Heterotic orbifold resolutions as (2,0) gauged linear sigma models

TL;DR

This paper develops a framework linking heterotic orbifold models to Calabi-Yau compactifications through (2,0) GLSMs, enabling direct computation of four-dimensional spectra consistent with index theorem results.

Contribution

It introduces a novel approach using (2,0) GLSMs to connect heterotic orbifolds with geometric resolutions, incorporating twisted states and their VEVs into the model.

Findings

GLSM charges determined by shifted momenta of twisted states

Fermionic gaugings induce non-Abelian gauge bundles

Computed spectra match index theorem predictions

Abstract

In this work we attempt to bridge the gap between heterotic orbifold models and Calabi-Yau compactifications using gauged linear sigma models (GLSMs) with (2,0) worldsheet supersymmetry.

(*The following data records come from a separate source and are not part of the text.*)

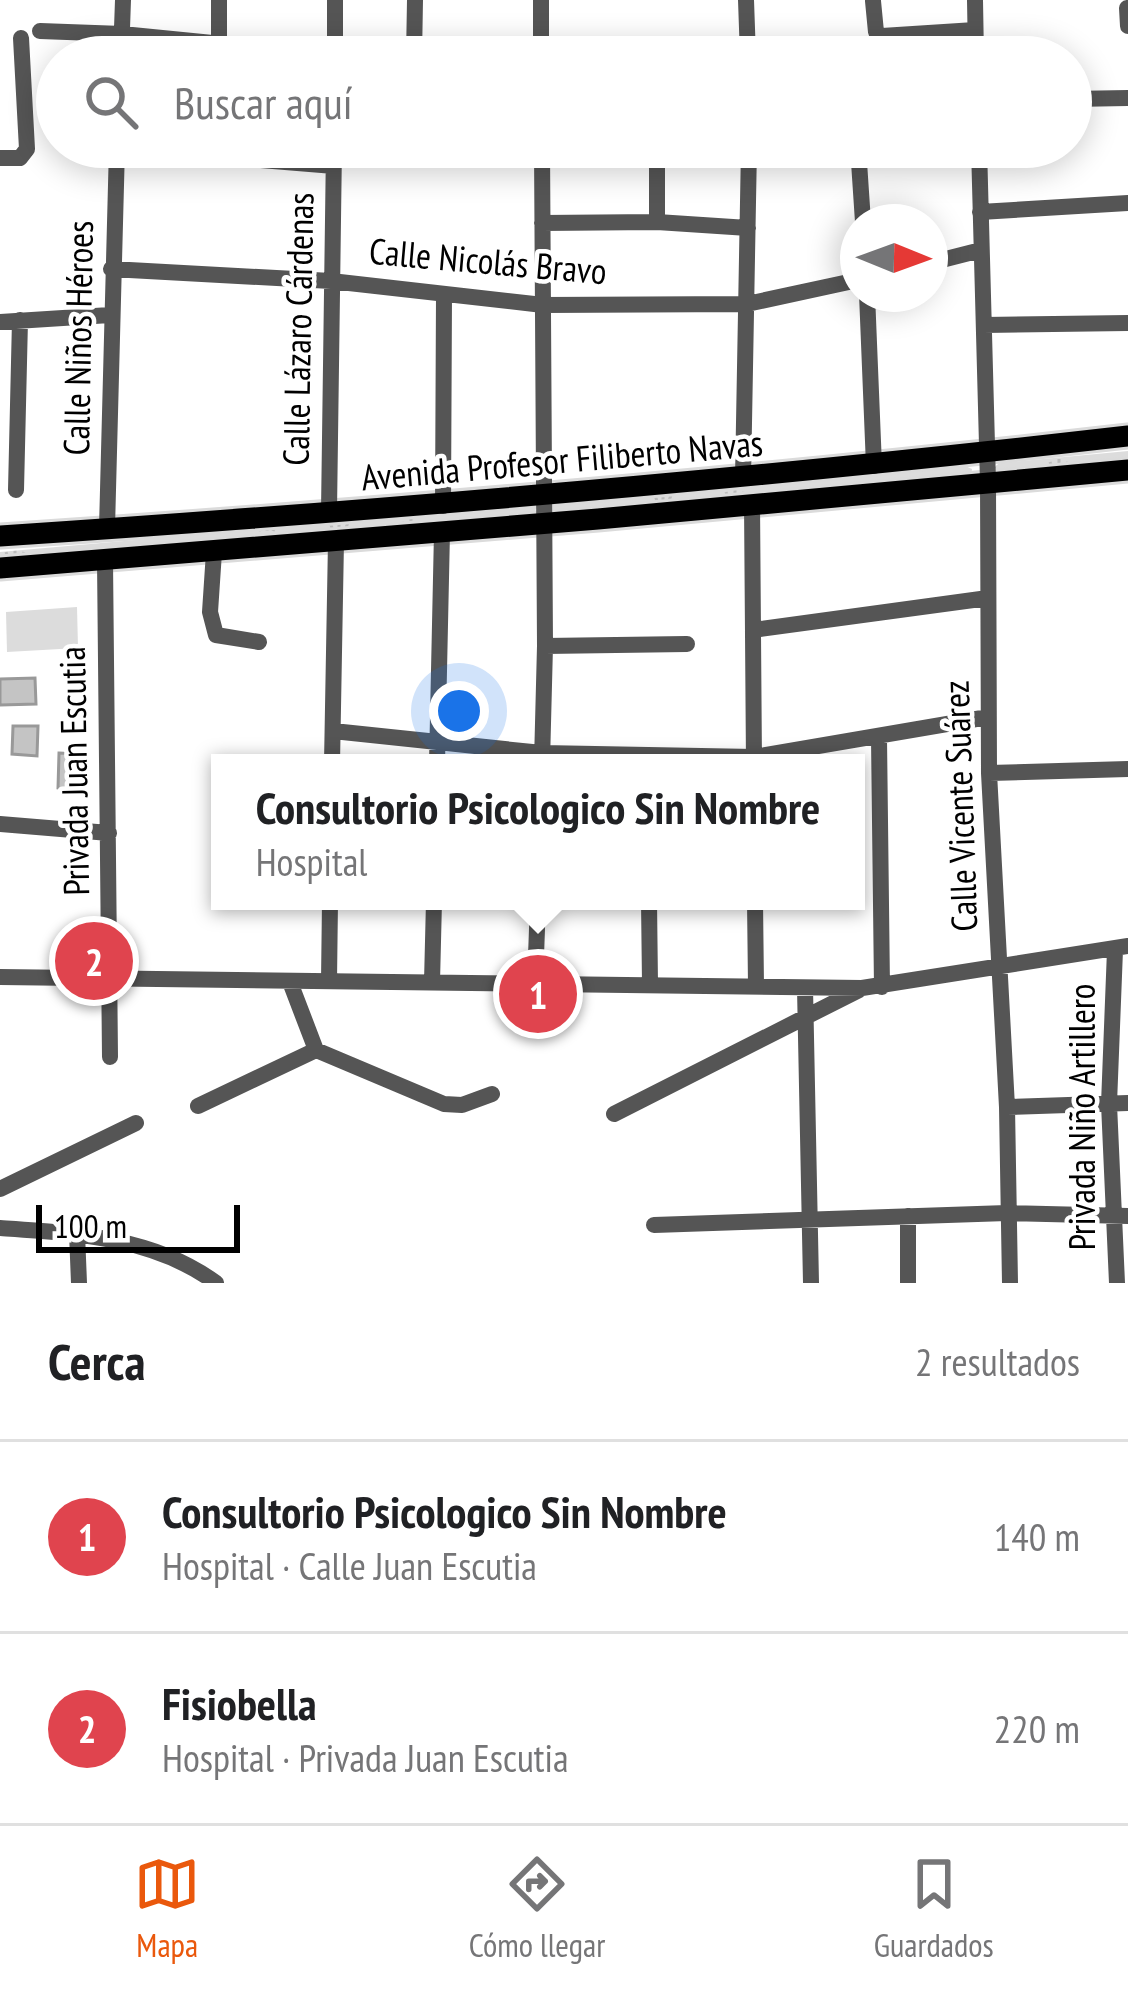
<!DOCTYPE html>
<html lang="es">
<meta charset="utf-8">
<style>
body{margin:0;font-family:"PT Sans Narrow",sans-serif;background:#f6f6f6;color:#202124}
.compass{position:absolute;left:840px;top:204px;width:108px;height:108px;border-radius:50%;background:#fff;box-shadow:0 6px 30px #0003;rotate:91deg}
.scale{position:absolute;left:36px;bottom:30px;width:204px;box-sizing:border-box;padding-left:12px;border:6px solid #000;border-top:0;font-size:33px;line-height:42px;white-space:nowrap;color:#000;-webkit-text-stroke:9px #fff;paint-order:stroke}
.you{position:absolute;left:459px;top:711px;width:42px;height:42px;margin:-30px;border:9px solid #fff;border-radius:50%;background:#1a73e8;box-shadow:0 0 0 18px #1a73e833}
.badge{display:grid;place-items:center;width:78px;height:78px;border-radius:50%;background:#ea580c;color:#fff;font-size:39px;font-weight:700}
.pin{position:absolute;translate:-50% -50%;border:6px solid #fff;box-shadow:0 3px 12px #0006}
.popup{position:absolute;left:211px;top:754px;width:654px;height:156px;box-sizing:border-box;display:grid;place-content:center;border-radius:0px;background:#fff;filter:drop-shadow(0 3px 9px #0005);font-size:39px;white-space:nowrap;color:#757577}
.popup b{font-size:45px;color:#202124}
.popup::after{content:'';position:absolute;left:50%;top:100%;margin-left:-24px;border:24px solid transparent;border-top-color:#fff}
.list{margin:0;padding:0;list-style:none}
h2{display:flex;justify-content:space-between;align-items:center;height:156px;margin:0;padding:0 48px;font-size:51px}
h2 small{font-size:39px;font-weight:400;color:#757577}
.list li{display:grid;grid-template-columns:78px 1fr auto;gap:36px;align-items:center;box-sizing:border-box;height:192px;padding:0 48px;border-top:3px solid #e0e0e0}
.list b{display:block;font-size:45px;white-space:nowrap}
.list p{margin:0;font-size:39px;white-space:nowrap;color:#757577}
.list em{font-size:39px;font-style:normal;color:#757577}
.icon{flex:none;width:66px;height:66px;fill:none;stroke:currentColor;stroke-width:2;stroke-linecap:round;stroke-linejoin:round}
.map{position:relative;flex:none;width:1128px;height:1283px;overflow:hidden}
.search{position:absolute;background:#fff;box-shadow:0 6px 30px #0003;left:36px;right:36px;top:36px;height:132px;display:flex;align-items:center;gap:30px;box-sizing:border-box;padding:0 42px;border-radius:66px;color:#757577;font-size:45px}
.sheet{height:540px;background:#fff}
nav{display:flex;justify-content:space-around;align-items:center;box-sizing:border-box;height:168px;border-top:3px solid #e0e0e0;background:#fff;font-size:33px;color:#757577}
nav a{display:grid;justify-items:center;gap:6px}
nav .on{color:#ea580c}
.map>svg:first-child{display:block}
.park{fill:url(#park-tufts)}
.pitch{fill:#dcdcdc}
.building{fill:#c4c4c4;stroke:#999;stroke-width:3}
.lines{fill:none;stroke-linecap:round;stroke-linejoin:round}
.major-casing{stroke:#dbdbdb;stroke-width:27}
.minor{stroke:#555;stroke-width:16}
.major{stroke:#000;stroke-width:21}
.labels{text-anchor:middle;stroke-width:9;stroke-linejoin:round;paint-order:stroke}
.street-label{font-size:36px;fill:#000;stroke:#fff}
</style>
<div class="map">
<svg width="1128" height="1283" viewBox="0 0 1128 1283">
<defs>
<pattern id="park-tufts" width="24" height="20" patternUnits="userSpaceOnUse" patternTransform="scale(3)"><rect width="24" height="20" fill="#dcdcdc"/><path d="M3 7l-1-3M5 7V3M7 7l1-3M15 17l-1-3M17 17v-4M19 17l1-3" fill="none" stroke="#bbb"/></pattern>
</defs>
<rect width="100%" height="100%" fill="#fff"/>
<!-- park -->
<path class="park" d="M 1128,451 L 1128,465 L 996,477 L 993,469 L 999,463 Z
M 963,465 L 972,469 L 971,477 L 553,516 L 549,506 Z
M 527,505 L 536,508 L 534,518 L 0,565 L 0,552 Z"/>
<!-- pitch -->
<path class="pitch" d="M 77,607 L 78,648 L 7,652 L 6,612 Z"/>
<!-- building -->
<path class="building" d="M 35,678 L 36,704 L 0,705 L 0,679 Z
M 13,726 L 38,726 L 37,756 L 12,754 Z
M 59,753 L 77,754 L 76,790 L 58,788 Z"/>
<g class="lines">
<defs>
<path id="major" d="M 0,536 C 377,511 752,479 1128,436
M 0,568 L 598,519 L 1128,470"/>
</defs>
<!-- major casing -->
<use href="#major" class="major-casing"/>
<!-- minor -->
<path class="minor" d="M 541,0 L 541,57
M 746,0 L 748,57
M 975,0 L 976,57
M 873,1 L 876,32 L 882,36 L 975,30
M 1127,8 L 1128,26
M 40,31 L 122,34 L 356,57
M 219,42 L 219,0
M 121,57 L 123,0
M 335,57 L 335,0
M 414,57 L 415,0
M 1071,99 L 1128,98
M 858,147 L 863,222
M 979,147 L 988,482 L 989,773 L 1007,1107 L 1010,1283
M 116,148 L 334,166
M 0,158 L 20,158 L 27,149 L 21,38
M 980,212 L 1128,203
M 657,222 L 657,147
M 542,223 L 657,222 L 748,228
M 930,263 L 981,250
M 111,269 L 331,281 L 543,305 L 747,304 L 858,280
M 867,294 L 874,466
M 0,322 L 110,315
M 984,325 L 1128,323
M 743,478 L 749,147
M 16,490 L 20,320
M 752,503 L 754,763
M 443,506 L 444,295
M 329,511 L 334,147
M 107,528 L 117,147
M 214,552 L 210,612 L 216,635 L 259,642
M 105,561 L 110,1057
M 753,630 L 988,598
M 545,646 L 687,644
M 333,731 L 542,753 L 754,757 L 988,717
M 879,738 L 882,987
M 542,762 L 545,646 L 542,147
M 332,763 L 336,541
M 437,763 L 442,532
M 989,773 L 1128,769
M 0,824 L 109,833
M 649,901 L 650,984
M 755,901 L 756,986
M 1115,950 L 1109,1104 L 1117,1283
M 0,977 L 862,988 L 1128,946
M 329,981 L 330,901
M 290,982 L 316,1050 L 444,1104 L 462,1105 L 492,1094
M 432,982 L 434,901
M 535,984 L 538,901
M 805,988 L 811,1283
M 198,1106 L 316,1050
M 1007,1107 L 1128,1103
M 614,1114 L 859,990
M 0,1189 L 136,1123
M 908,1216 L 908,1283
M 654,1225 L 1007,1213 L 1128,1216
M 0,1228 C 75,1233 154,1237 216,1283
M 77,1233 L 79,1283"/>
<!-- major -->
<use href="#major" class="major"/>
</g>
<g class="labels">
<!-- street labels -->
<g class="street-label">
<text transform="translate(488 261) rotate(5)" y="13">Calle Nicolás Bravo</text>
<text transform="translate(298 329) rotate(-89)" y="13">Calle Lázaro Cárdenas</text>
<text transform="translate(78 338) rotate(-89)" y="13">Calle Niños Héroes</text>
<text transform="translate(562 460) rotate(-5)" y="13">Avenida Profesor Filiberto Navas</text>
<text transform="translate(74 771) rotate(-91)" y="13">Privada Juan Escutia</text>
<text transform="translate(960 806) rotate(-92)" y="13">Calle Vicente Suárez</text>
<text transform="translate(1082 1117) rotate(-90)" y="13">Privada Niño Artillero</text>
</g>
</g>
</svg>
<svg class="compass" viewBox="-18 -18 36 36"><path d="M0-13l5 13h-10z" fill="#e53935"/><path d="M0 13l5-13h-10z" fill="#757577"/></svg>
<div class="scale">100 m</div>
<div class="you"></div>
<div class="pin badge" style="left:538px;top:994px;background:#e0444e">1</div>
<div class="popup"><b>Consultorio Psicologico Sin Nombre</b>Hospital</div>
<div class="pin badge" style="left:94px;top:961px;background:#e0444e">2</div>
<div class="search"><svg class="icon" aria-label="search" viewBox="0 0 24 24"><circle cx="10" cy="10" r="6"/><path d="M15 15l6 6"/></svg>Buscar aquí</div>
</div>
<section class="sheet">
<h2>Cerca<small>2 resultados</small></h2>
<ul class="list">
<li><span class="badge" style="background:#e0444e">1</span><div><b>Consultorio Psicologico Sin Nombre</b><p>Hospital · Calle Juan Escutia</p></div><em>140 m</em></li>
<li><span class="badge" style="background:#e0444e">2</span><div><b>Fisiobella</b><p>Hospital · Privada Juan Escutia</p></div><em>220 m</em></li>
</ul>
</section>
<nav>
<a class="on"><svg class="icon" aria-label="map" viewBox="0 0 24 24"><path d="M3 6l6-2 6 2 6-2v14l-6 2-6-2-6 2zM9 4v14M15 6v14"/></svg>Mapa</a>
<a><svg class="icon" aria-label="directions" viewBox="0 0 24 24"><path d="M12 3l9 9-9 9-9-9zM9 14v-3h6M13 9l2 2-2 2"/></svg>Cómo llegar</a>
<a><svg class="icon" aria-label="saved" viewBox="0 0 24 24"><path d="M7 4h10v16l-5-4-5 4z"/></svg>Guardados</a>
</nav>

We associate a specific GLSM to a heterotic orbifold model with twisted states that have non-vanishing vacuum expectation values (VEVs): The charges of the GLSM superfields are essentially determined by the shifted momenta of these states. When a twisted state contains an oscillator excitation, a fermionic gauging is introduced on the worldsheet inducing a non-Abelian gauge bundle, e.g. the standard embedding. However, irrespectively of whether the twisted states contain oscillators or not, they can be interpreted as blow-up modes, as their VEVs are correlated with sizes of exceptional cycles in the resolved geometry. By considering marginal deformations of a GLSM in the large volume limit we are able to directly determine its effective four dimensional spectrum. In the cases considered the spectra coincide with those computed via index theorems.